MRI of the cartilaginous epiphysis (CE) of piglet femoral head was performed after ischemic damage to study the changes in the CE found on MRI and to correlate these changes with histologic findings. Avascular necrosis of the femoral head was induced with a suture ligature in nine piglets; one piglet was killed postoperatively on day 3 and on weeks 1, 2, 3, 4, 6, 7, and 8 (two piglets were killed on week 3). MRI of the ischemic and contralateral nonischemic hip joints were obtained with a 60-mm field of view (low resolution MRI). Biopsy cores of the femoral heads were imaged with a 15-mm field of view (high resolution MRI) and correlated with histologic sections. The CE for all operated hips, except for the 3-day postoperative specimen, showed evidence of ischemic changes on histologic assessment; the severity of damage increased with time. The MRI appearance of ischemic and non-ischemic CE was clearly different by 2 weeks after the operation.

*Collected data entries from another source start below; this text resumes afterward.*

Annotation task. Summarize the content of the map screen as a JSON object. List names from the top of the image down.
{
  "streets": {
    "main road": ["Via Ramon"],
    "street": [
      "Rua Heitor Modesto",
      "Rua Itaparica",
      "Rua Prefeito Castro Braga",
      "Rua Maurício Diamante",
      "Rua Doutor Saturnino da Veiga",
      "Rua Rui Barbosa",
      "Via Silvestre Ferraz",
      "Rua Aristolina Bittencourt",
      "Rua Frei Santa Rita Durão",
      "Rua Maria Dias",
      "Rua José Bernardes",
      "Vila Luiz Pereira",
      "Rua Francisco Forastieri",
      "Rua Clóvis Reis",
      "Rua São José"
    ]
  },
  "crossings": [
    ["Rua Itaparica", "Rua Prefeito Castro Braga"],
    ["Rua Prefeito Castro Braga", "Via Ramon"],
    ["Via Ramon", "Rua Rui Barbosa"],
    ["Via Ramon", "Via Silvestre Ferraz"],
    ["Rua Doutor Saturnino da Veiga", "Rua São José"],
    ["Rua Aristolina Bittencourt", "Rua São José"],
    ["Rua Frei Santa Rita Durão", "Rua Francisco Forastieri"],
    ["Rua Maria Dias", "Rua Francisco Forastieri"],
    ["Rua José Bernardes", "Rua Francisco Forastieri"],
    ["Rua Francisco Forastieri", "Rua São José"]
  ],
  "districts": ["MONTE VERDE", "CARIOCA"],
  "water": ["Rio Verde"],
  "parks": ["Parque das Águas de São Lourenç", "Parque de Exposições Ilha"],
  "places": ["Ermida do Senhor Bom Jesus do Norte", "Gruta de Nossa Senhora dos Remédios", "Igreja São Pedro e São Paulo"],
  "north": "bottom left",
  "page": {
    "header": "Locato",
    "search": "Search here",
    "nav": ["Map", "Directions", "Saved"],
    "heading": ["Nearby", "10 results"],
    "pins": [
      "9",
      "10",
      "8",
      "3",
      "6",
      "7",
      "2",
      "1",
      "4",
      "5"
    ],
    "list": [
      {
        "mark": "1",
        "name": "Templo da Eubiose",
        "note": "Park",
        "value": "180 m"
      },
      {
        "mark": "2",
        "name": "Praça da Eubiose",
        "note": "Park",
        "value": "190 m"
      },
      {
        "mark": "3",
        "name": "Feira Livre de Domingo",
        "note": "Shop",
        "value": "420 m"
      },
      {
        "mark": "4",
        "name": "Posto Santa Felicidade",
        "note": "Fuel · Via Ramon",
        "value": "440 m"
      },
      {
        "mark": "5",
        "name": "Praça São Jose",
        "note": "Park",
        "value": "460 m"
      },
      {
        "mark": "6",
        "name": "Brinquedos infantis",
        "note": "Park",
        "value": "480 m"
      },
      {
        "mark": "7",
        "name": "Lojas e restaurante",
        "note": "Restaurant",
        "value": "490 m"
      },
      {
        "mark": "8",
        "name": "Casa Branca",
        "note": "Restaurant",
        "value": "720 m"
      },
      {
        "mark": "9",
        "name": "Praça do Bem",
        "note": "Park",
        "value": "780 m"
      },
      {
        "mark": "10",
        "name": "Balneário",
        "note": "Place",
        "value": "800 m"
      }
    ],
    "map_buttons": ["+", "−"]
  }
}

No trilaminar signal pattern was evident in the high resolution T2-weighted (T2W) imaging of the ischemic CE from 2 weeks after the operation. In the 3- to 8-week postoperative specimens, focal areas of low signal intensity on high resolution T1-weighted (T1W) and T2W imaging corresponded to the areas of chondronecrosis found on histologic assessment. The regions of high signal intensity on T2W imaging corresponded to the areas of chondrocyte clusters with increased safranin-O staining. High resolution MRI can demonstrate changes in the CE associated with ischemic injury and may have a role in the assessment of the CE and its development after ischemic injury.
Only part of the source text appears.